-- TASK DETAILS --
Could you write out, exactly, every line from the top of the data through the line holding "position:relative; flex:1; overflow:hidden"? Omit the pictures.

Extracted data entries
┌────────
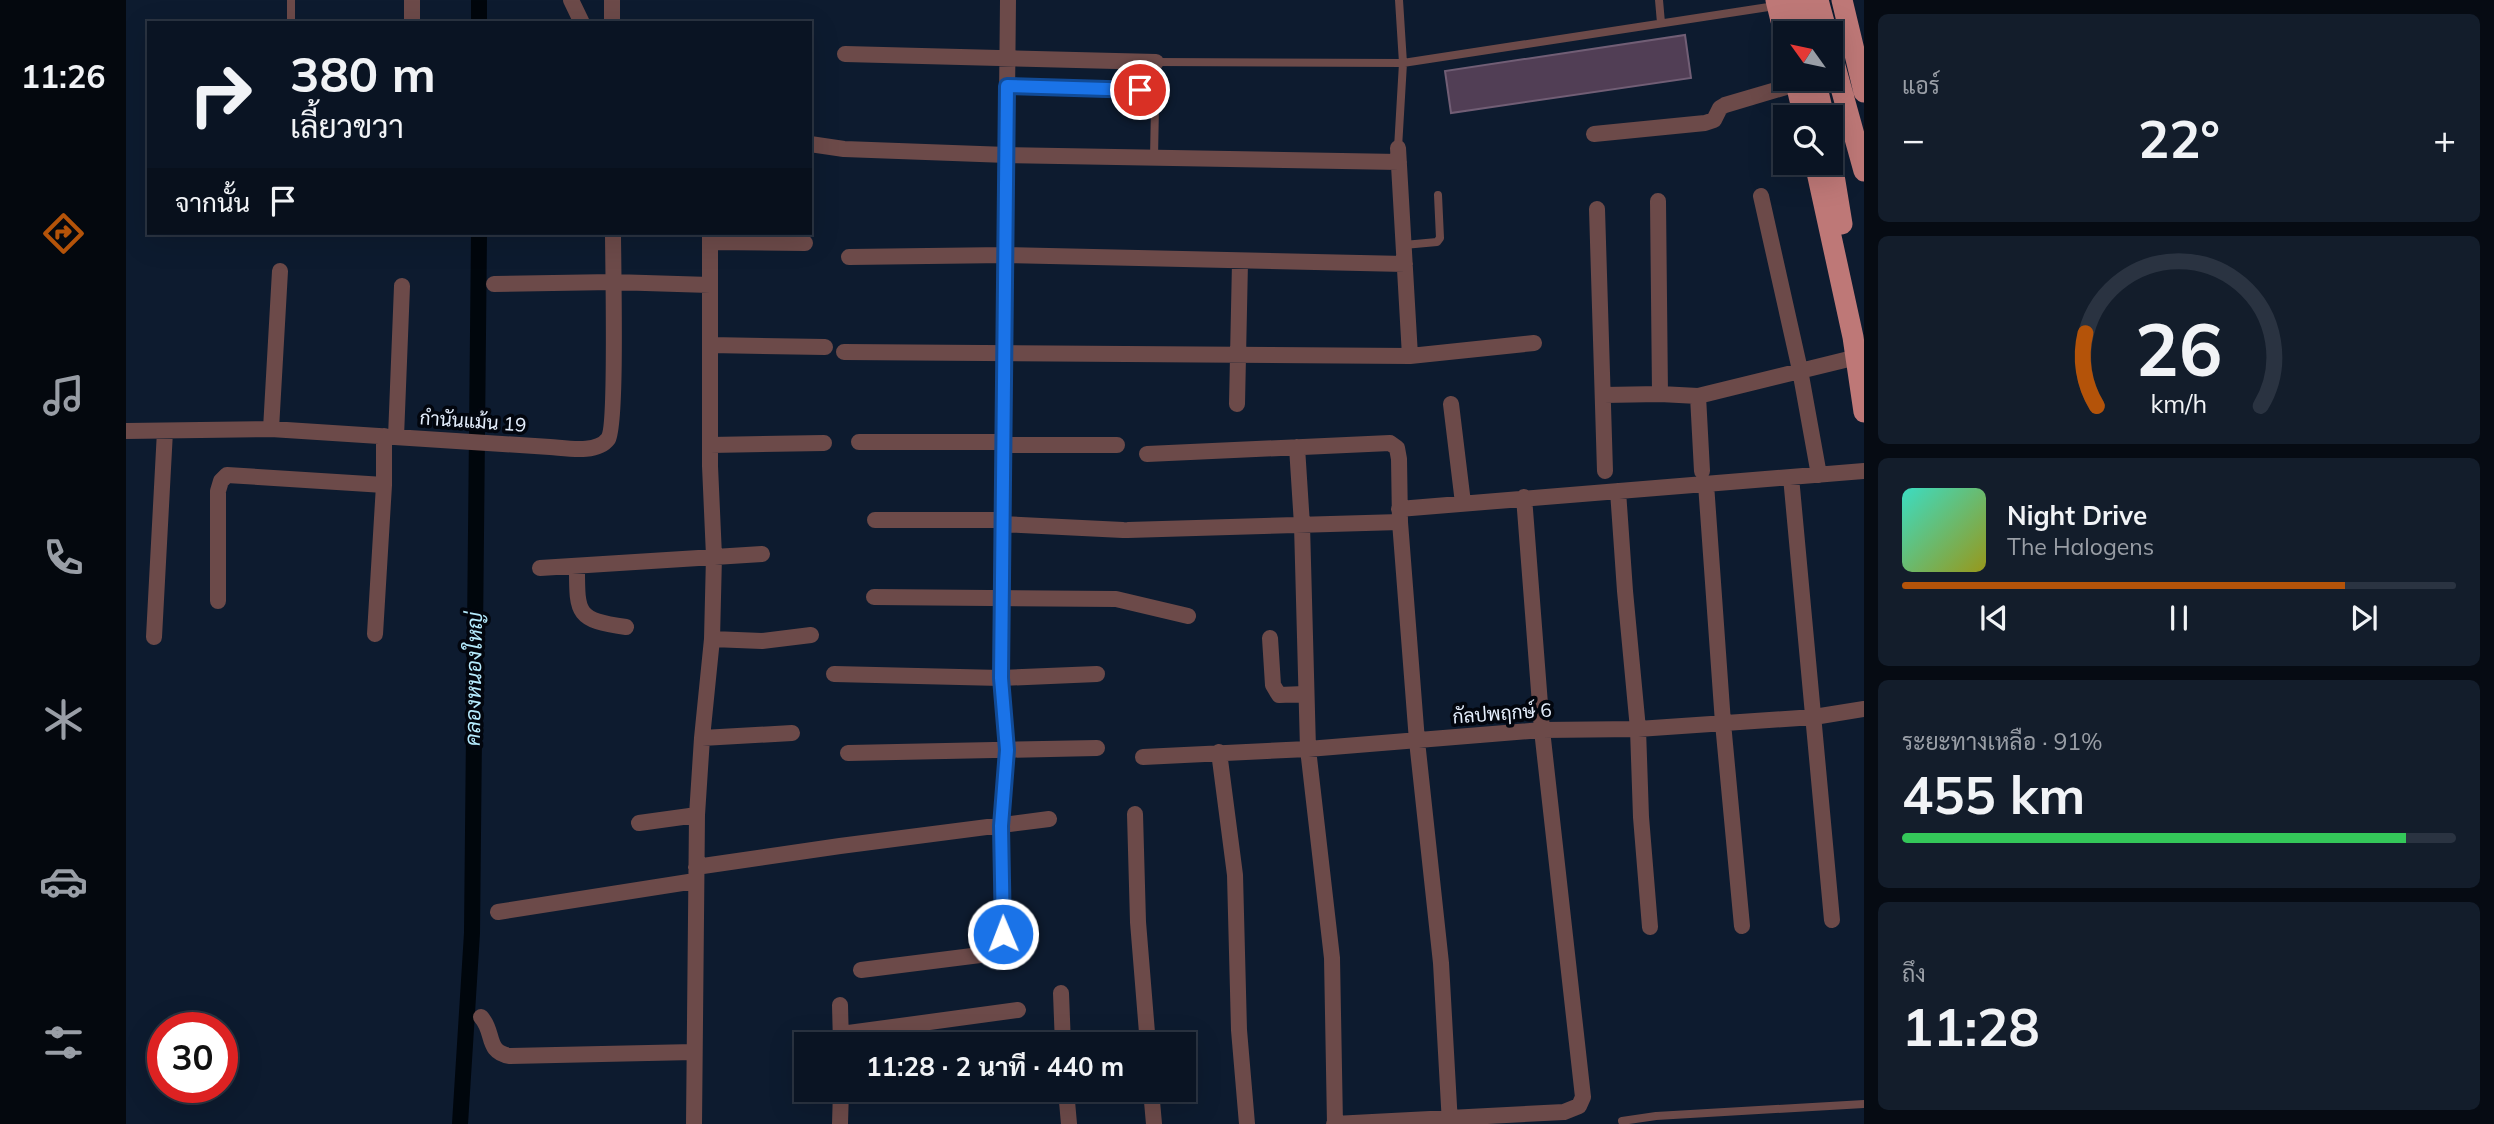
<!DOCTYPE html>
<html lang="th">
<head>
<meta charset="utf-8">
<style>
  body { margin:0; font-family:Mulish,Sarabun,sans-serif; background:#131d2b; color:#f1f3f6; height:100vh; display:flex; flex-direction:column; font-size:26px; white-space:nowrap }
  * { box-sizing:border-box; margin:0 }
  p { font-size:23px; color:#999ea6 }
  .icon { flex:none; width:38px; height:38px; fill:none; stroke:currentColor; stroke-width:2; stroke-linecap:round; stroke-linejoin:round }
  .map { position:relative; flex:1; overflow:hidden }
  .sheet { display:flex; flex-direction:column; gap:14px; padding:14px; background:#060b13; width:630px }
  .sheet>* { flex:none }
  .top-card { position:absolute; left:21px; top:21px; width:665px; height:214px; border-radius:0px; box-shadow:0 7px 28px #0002,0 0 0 2px #2a3341; background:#0a1423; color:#f1f3f6; overflow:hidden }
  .needle { width:46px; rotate:303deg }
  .tools { position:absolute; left:1647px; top:21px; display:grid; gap:14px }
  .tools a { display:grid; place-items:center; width:70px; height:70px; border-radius:0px; background:#0a1423; box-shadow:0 7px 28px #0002,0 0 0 2px #2a3341; font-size:35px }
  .speed { position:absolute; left:21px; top:1012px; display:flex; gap:14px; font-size:35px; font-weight:700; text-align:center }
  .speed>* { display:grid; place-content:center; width:91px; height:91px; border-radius:50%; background:#0a1423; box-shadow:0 7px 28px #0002,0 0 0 2px #2a3341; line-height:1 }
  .speed .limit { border:10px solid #d22; background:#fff; color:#111 }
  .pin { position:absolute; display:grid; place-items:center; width:60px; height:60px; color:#fff; margin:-30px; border:4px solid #fff; border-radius:50%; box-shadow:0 2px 7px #0007 }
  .me { position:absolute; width:77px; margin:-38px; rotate:359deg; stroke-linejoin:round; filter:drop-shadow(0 0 5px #0008) }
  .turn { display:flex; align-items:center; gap:24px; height:147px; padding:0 28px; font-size:32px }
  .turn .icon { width:91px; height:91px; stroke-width:2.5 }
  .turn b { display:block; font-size:49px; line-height:60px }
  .then { display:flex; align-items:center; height:66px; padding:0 28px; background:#0003; gap:14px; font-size:26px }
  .big { font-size:52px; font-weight:700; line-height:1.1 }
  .sheet .widget { flex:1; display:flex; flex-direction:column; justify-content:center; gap:10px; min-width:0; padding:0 24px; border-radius:10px; background:#131d2b }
  .sheet .dial { align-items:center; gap:0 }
  .dial svg { height:182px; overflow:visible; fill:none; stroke:#2a3341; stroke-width:7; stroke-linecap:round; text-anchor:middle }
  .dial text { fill:#f1f3f6; stroke:none }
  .song { display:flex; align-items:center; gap:21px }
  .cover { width:84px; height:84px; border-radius:10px; background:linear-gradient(135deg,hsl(170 70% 55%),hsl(60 70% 35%)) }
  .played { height:7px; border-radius:4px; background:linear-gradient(90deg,#b45309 80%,#2a3341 80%) }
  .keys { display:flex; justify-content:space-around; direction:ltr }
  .heat { display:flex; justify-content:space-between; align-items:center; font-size:38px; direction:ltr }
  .charge { height:10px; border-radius:5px; background:linear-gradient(90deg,#34c759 91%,#2a3341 0) }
  .trip { position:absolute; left:668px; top:1032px; width:402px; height:70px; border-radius:0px; background:#0a1423; box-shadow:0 7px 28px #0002,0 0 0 2px #2a3341; font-weight:700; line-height:70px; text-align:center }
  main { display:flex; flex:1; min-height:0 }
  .tabs { display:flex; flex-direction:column; width:126px; justify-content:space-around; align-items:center; background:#04080e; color:#999ea6 }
  .tabs .icon { width:49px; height:49px }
  .tabs .on { color:#b45309 }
  .tabs b { font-size:32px; color:#f1f3f6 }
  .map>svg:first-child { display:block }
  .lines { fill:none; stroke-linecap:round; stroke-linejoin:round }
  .canal { stroke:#00060c; stroke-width:16 }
  .building { fill:#513e55; stroke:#715e75; stroke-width:2 }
  .lane { stroke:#6c4a49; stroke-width:8 }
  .street { stroke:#6c4a49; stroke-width:16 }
  .primary { stroke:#be7877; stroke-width:21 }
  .route-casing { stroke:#114b97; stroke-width:18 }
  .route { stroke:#1a73e8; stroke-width:12 }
  .labels { text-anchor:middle; stroke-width:7; stroke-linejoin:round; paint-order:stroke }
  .street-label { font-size:19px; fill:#e5effd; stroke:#02060e }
  .water-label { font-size:21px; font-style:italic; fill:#b6ecfe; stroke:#02060e }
</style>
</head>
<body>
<main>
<nav class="tabs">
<b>11:26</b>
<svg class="icon on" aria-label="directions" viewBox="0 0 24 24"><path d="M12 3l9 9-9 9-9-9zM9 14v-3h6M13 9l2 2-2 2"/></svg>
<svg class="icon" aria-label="music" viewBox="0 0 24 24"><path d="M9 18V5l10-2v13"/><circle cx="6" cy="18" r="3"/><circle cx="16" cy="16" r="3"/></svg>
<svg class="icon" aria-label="phone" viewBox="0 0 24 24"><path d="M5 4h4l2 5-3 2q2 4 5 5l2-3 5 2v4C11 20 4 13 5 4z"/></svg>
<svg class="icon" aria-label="climate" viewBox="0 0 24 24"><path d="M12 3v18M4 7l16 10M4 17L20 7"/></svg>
<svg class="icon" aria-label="car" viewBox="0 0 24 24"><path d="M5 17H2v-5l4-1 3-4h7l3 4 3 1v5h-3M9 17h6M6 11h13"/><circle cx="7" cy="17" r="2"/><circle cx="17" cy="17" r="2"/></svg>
<svg class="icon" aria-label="filters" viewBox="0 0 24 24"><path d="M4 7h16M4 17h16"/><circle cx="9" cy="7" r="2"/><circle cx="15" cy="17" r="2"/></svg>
</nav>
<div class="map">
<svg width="1738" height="1124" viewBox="0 0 1738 1124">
  <rect width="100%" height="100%" fill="#0d1b2f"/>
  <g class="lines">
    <!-- canal -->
    <path class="canal" d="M 353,23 L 353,0
      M 334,1124 L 346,933 L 353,233"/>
  </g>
  <!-- building -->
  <path class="building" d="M 1559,35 L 1565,78 L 1325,113 L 1319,71 Z"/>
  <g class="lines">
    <!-- lane -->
    <path class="lane" d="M 165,0 L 165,23
      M 1533,0 L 1535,23
      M 1030,62 L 1277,63 L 1649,6
      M 881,86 L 1022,91 L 1028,96 L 1029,105 L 1028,158
      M 1272,148 L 1277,63 L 1273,0
      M 1278,245 L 1311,242 L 1314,238 L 1312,195
      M 1496,1121 L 1530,1116 L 1738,1104"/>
    <!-- street -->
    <path class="street" d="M 286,0 L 286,23
      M 445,0 L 456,23
      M 486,0 L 486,23
      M 719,54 L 1030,62
      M 1468,134 L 1579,123 L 1588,120 L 1594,108 L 1599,105 L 1670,84
      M 684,144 L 718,149 L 881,155 L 1273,162
      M 1272,148 L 1284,356
      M 1635,196 L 1674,370 L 1693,475
      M 1532,201 L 1534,394
      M 1471,209 L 1479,471
      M 584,242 L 679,243
      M 723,257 L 880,255 L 1279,264
      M 368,284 L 487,282 L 584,285
      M 584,345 L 699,347
      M 718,352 L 1284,356 L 1408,343
      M 1478,395 L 1534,394 L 1572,396 L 1731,357
      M 1572,396 L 1576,471
      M 1111,404 L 1114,262
      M 1325,404 L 1337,503
      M 145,429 L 154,271
      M 0,431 L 145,429 L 424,447 C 440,448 471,454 482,439 C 491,427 487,260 487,233
      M 270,437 L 276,286
      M 733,442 L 876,442
      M 584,445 L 698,443
      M 876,445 L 991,445
      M 1171,447 L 1176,525 L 1182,749 L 1206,958 L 1209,1124
      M 1021,454 L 1264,443 L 1271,448 L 1273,459 L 1274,522 L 1291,741 L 1315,963 L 1324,1124
      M 1665,477 L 1706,920
      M 1580,484 L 1597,723 L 1616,926
      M 1492,491 L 1499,591 L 1512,729 L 1515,817 L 1524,927
      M 1273,509 L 1738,471
      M 749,520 L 876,520
      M 876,524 L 997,530
      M 1002,530 L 1274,522
      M 451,566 C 451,614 450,620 500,627
      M 414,568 L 636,554
      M 748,597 L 990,599 L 1062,616
      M 92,601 L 92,491 L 95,481 L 101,475 L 258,485
      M 249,634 L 258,485 L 258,436
      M 28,637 L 39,431
      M 1144,638 L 1147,685 L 1153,695 L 1179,694
      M 586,639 L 636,641 L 685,635
      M 708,674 L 875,678 L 971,674
      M 576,738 L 666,733
      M 1093,752 L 1109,875 L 1113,1030 L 1121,1124
      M 722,753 L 971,748
      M 1017,757 L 1182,749 L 1416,730 L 1512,729 L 1688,717 L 1738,709
      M 1009,814 L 1012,922 L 1022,1045
      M 513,823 L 571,815
      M 570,867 L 714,846 L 923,819
      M 372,912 L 569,881
      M 735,970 L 862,954 L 874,945 L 877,934 L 875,826 L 881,750 L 875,678 L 882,0
      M 935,993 L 937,1045
      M 714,1005 L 715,1044
      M 355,1017 C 369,1032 359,1052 384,1056 L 568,1052
      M 715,1034 L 892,1010
      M 940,1090 L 943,1124
      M 1025,1090 L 1028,1124
      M 568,1124 L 571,815 L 576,738 L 586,639 L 588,556 L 584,466 L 584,233
      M 714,1124 L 715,1090
      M 1208,1124 L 1438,1112 L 1453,1106 L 1457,1097 L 1416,730 L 1398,497"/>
    <!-- primary -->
    <path class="primary" d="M 1650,0 L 1659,37
      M 1671,0 L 1679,33
      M 1692,0 L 1701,33
      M 1716,0 L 1738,92
      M 1704,48 L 1738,171
      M 1669,79 L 1678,117
      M 1689,79 L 1698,117
      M 1704,151 L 1716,224
      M 1689,163 L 1727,337 L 1738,412"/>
  </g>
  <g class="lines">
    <defs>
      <path id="route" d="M 877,934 L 875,826 L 881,750 L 875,678 L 881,86 L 1014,90"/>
    </defs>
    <!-- route casing -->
    <use href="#route" class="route-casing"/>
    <!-- route -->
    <use href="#route" class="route"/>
  </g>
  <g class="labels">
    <!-- street labels -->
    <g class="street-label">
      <text transform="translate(347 421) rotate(4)" y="7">กำนันแม้น 19</text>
      <text transform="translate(1376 713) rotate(-4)" y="7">กัลปพฤกษ์ 6</text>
    </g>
    <!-- water labels -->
    <g class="water-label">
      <text transform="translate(348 679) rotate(-89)" y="7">คลองหนองใหญ่</text>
    </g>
  </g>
</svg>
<div class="tools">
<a><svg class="needle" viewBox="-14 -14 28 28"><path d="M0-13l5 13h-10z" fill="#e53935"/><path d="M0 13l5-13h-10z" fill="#999ea6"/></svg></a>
<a><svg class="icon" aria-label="search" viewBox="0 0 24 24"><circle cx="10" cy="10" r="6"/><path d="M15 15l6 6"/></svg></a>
</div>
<div class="speed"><div class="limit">30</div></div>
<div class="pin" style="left:1014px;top:90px;background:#d93025"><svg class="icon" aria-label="arrive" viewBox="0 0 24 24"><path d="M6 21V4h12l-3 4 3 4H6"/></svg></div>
<svg class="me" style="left:877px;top:934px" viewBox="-20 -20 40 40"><circle r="17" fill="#1a73e8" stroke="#fff" stroke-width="3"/><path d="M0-11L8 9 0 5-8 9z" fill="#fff"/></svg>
<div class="trip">11:28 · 2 นาที · 440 m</div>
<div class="top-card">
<div class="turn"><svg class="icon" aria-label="right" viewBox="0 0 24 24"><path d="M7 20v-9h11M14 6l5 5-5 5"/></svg><div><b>380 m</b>เลี้ยวขวา</div></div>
<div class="then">จากนั้น<svg class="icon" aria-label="arrive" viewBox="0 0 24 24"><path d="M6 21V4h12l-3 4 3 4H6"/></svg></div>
</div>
</div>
<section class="sheet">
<div class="widget"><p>แอร์</p>
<div class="heat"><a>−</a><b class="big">22°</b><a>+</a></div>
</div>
<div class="widget dial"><svg viewBox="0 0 100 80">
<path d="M14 69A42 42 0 1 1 86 69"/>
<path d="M14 69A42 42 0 0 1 9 37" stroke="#b45309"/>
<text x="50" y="56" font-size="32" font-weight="700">26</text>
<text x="50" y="72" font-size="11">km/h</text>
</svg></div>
<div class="widget">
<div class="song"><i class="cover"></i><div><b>Night Drive</b><p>The Halogens</p></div></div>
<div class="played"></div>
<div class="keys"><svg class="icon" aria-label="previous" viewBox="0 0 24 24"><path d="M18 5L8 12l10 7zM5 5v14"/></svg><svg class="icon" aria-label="pause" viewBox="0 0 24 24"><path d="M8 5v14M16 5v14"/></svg><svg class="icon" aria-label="next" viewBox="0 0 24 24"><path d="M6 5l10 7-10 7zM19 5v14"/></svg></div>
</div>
<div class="widget"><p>ระยะทางเหลือ · 91%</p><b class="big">455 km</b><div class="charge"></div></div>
<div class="widget"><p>ถึง</p><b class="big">11:28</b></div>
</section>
</main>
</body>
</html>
└────────
-- SOLUTION FOR THIS EXERCISE --
<!DOCTYPE html>
<html lang="th">
<head>
<meta charset="utf-8">
<style>
  body { margin:0; font-family:Mulish,Sarabun,sans-serif; background:#131d2b; color:#f1f3f6; height:100vh; display:flex; flex-direction:column; font-size:26px; white-space:nowrap }
  * { box-sizing:border-box; margin:0 }
  p { font-size:23px; color:#999ea6 }
  .icon { flex:none; width:38px; height:38px; fill:none; stroke:currentColor; stroke-width:2; stroke-linecap:round; stroke-linejoin:round }
  .map { position:relative; flex:1; overflow:hidden }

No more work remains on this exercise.